'''

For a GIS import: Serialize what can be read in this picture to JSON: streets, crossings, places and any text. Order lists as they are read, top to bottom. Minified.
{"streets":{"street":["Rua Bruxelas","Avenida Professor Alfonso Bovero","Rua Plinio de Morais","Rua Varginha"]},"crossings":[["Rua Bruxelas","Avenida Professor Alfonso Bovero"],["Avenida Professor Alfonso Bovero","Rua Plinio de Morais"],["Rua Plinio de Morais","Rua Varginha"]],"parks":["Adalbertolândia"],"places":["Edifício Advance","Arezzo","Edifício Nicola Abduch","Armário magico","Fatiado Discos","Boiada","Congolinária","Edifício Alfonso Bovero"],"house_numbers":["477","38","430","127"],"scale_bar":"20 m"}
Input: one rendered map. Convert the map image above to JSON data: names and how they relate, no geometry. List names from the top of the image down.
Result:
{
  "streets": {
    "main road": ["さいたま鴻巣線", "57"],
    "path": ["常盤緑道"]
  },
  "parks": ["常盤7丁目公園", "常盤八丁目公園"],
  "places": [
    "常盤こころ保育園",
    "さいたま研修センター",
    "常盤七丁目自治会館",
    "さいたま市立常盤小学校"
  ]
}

'''
'''

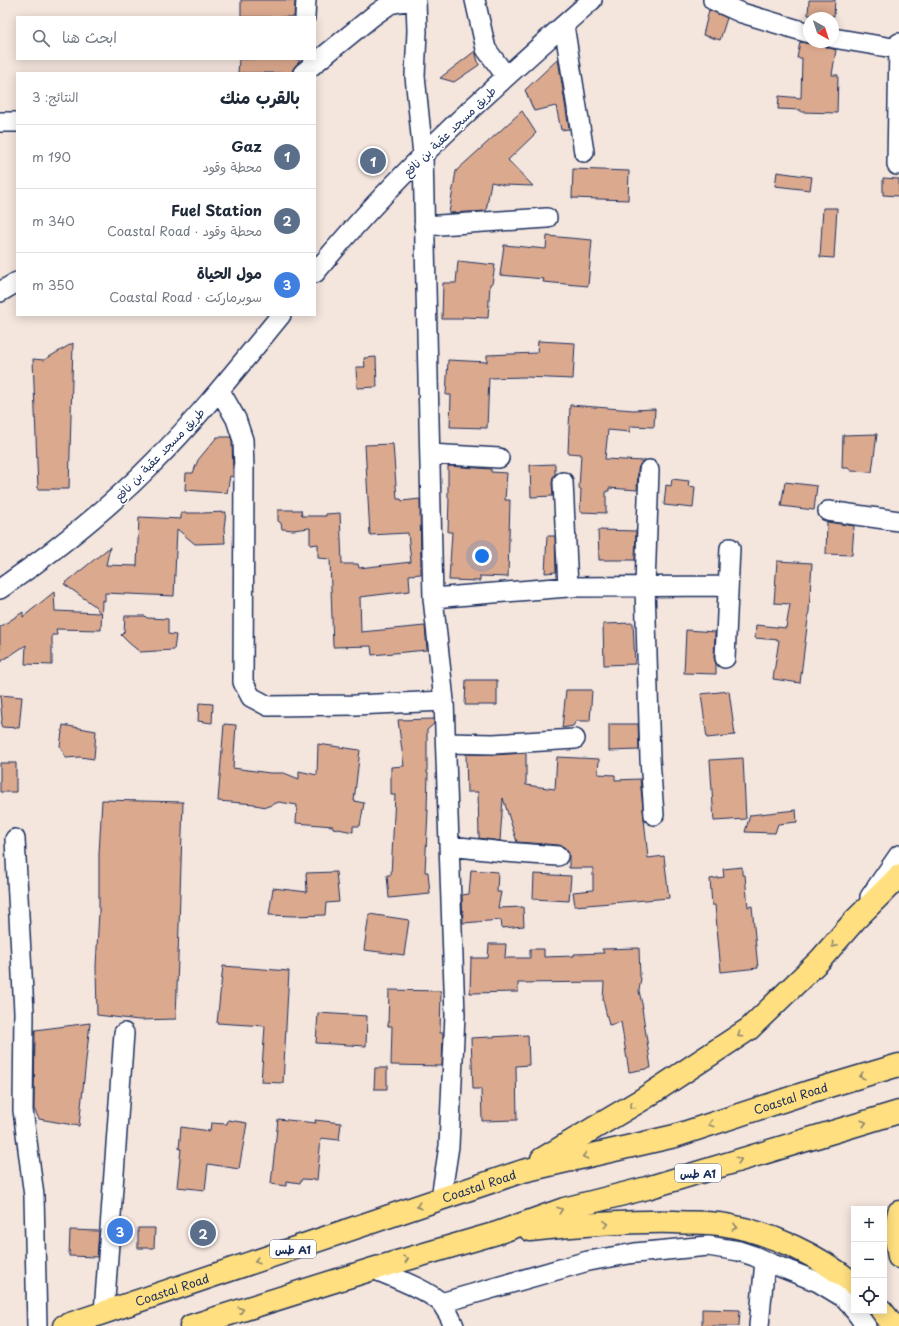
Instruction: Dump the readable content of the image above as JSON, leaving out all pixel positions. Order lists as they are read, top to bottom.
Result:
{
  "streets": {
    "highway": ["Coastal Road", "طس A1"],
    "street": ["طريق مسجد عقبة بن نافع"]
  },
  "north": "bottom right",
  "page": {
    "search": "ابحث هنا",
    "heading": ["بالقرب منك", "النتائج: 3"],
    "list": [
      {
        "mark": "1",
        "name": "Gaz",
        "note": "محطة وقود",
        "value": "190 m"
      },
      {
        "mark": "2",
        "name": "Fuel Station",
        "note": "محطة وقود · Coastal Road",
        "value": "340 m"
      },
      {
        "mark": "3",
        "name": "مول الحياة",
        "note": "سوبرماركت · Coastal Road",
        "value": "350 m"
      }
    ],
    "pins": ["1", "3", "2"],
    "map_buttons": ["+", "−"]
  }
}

'''
'''

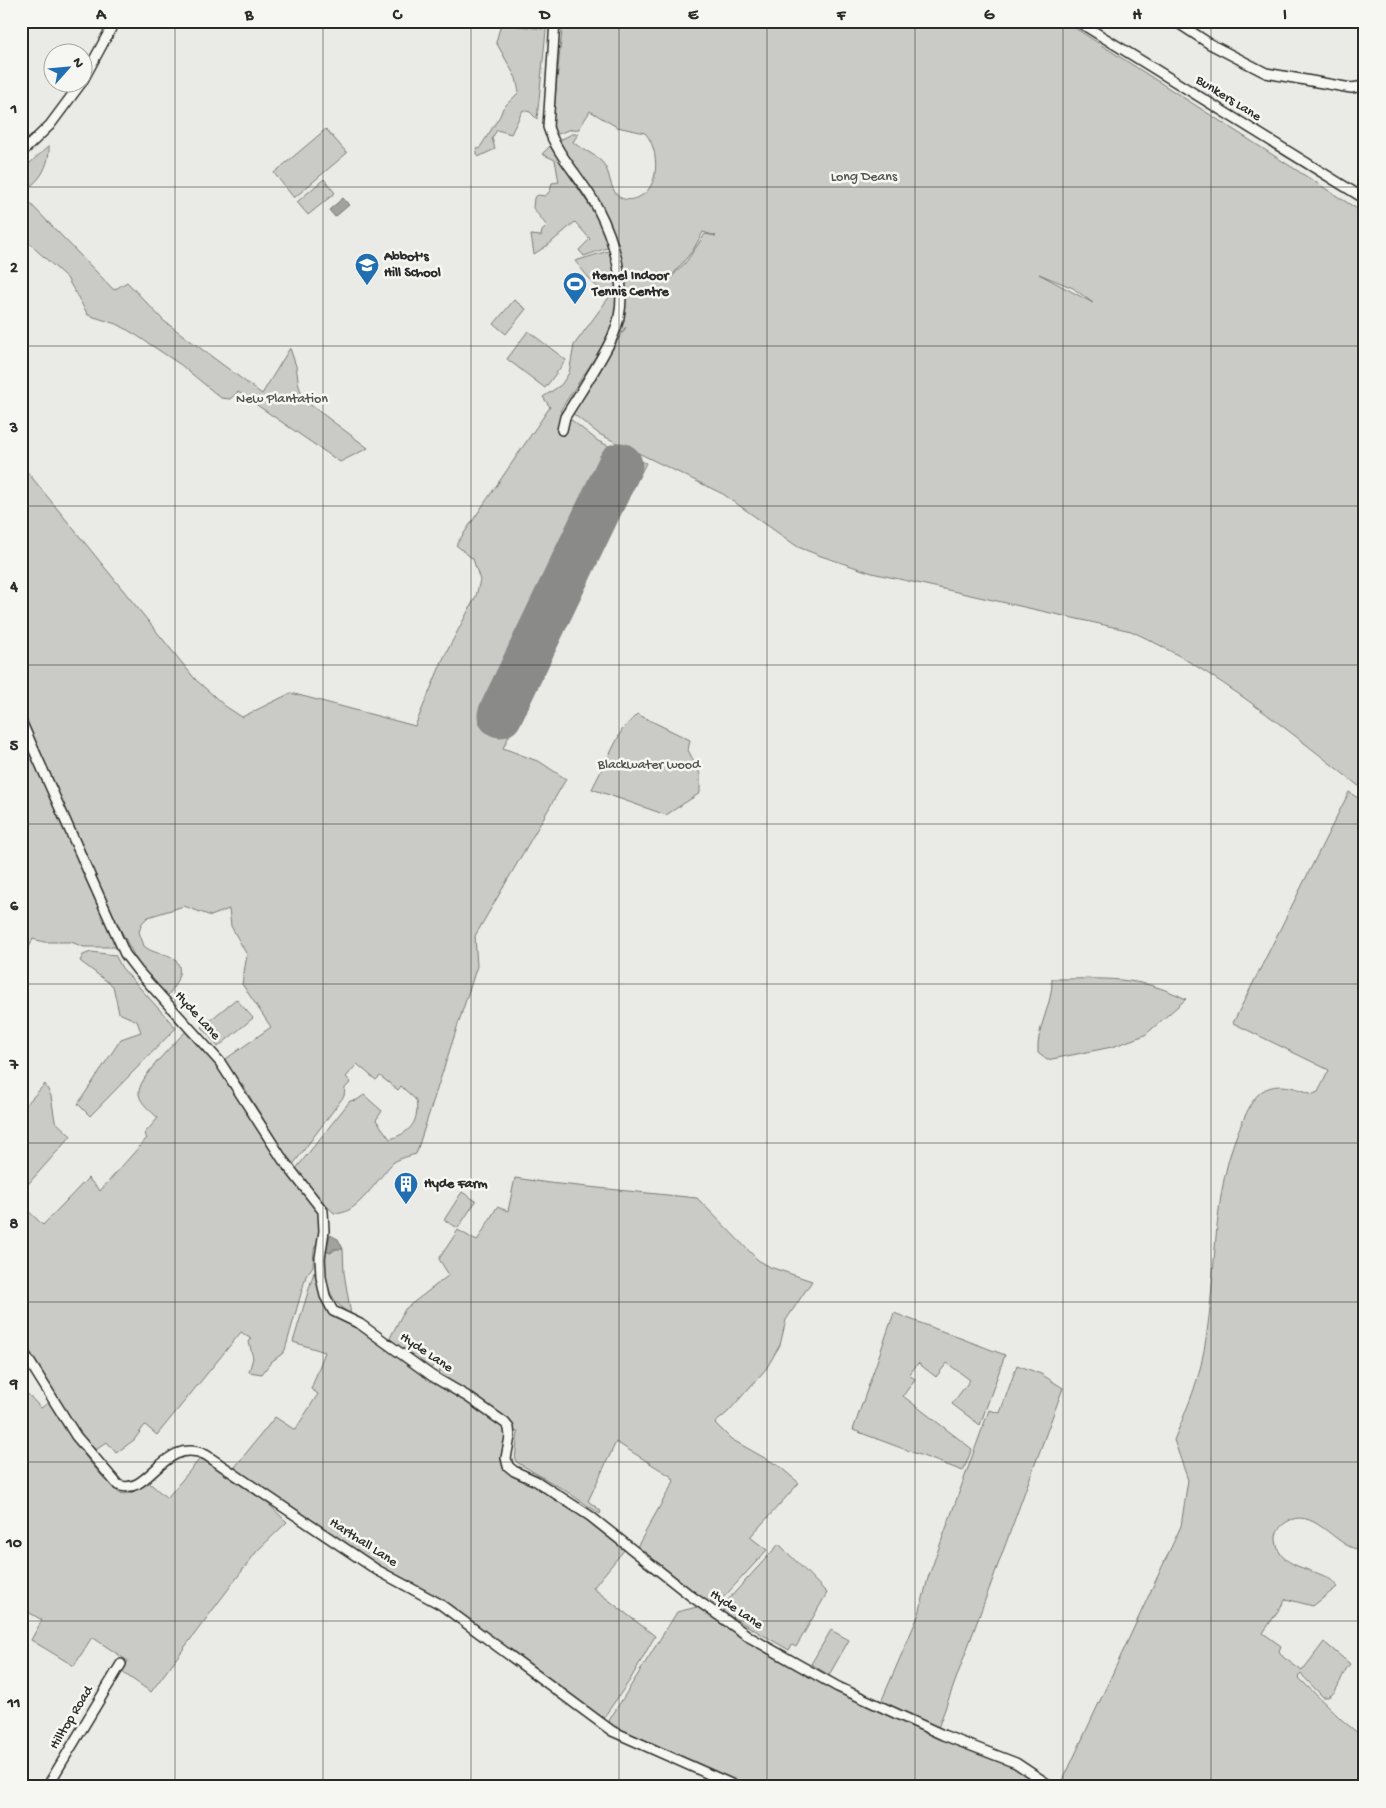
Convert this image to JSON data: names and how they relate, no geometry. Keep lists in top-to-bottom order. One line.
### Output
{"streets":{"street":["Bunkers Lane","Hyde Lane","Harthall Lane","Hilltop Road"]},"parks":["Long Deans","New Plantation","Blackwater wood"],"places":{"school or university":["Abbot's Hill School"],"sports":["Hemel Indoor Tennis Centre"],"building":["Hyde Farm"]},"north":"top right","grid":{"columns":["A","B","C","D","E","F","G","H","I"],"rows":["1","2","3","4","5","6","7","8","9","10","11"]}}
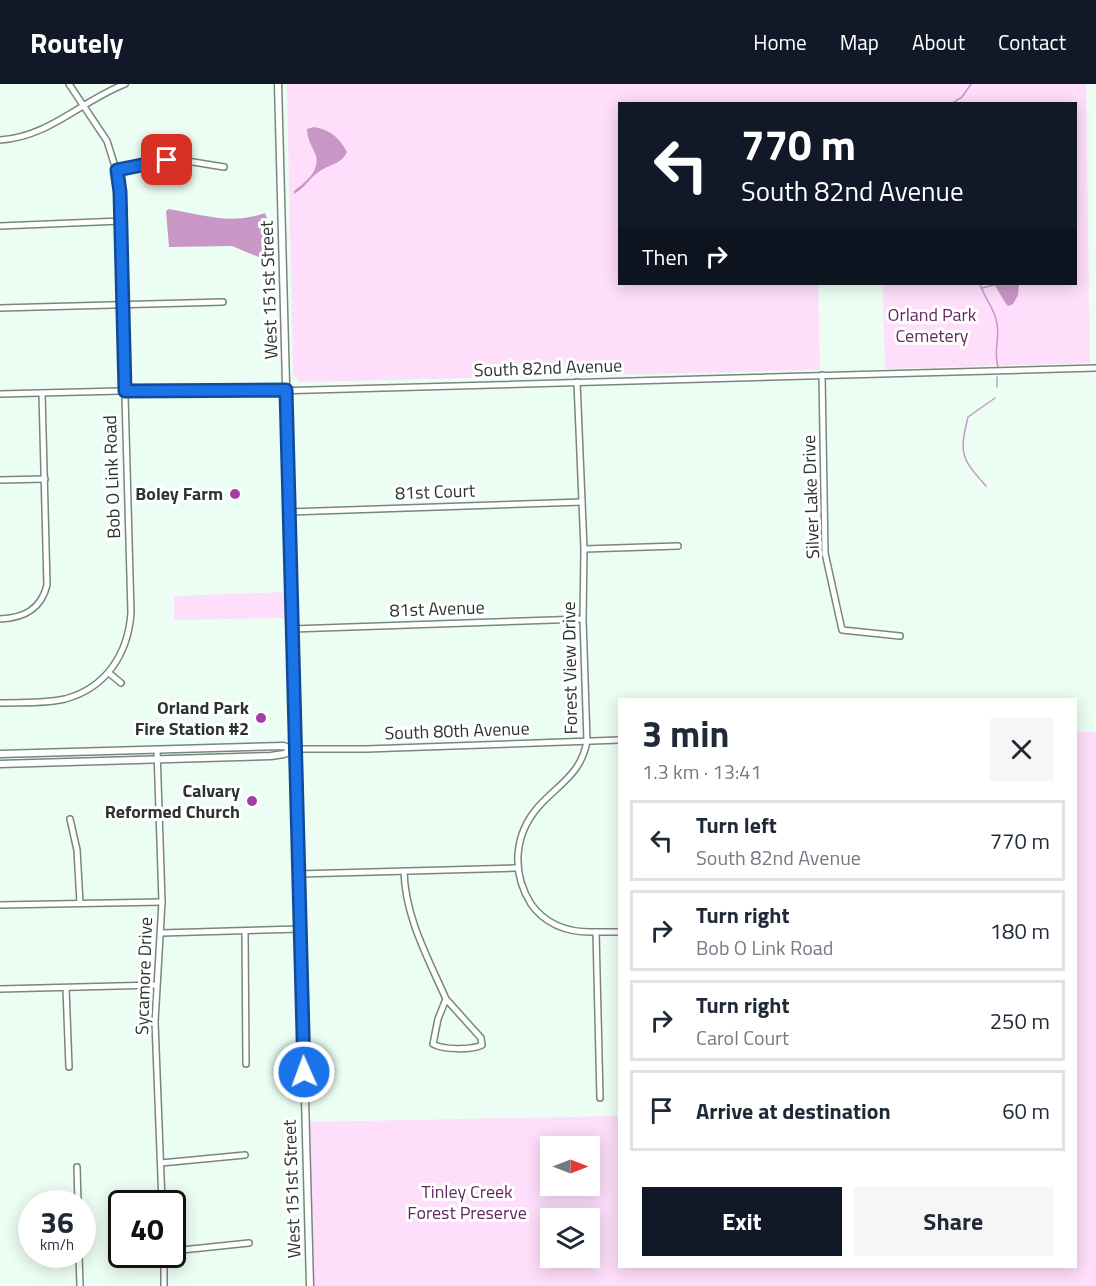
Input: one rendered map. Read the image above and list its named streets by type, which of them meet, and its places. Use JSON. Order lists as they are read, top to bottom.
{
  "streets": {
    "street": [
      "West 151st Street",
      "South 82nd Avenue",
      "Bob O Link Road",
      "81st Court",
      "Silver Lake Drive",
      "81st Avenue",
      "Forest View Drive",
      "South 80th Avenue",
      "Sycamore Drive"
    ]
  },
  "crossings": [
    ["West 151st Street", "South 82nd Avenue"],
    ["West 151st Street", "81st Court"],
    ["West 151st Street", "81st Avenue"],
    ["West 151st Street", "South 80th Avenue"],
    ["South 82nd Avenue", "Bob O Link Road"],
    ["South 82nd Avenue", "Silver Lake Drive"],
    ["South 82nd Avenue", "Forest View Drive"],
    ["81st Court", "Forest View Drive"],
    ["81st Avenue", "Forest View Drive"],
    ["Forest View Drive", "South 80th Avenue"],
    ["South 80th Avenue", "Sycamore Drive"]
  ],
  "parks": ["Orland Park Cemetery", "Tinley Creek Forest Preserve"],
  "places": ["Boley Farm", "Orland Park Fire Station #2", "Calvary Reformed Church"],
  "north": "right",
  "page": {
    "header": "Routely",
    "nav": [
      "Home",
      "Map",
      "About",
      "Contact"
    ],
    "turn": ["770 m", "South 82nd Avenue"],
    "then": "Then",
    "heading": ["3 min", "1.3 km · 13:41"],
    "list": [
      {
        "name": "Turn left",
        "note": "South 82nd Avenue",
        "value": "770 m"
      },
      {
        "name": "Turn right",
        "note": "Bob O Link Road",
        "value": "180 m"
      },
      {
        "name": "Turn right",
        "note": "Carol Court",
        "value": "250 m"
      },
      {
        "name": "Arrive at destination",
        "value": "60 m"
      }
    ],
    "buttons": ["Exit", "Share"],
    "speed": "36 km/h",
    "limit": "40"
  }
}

'''

Copy out every line from the material above in which the word "data" appears.

● THE ANSWER:
Input: one rendered map. Convert the map image above to JSON data: names and how they relate, no geometry. List names from the top of the image down.
Convert this image to JSON data: names and how they relate, no geometry. Keep lists in top-to-bottom order. One line.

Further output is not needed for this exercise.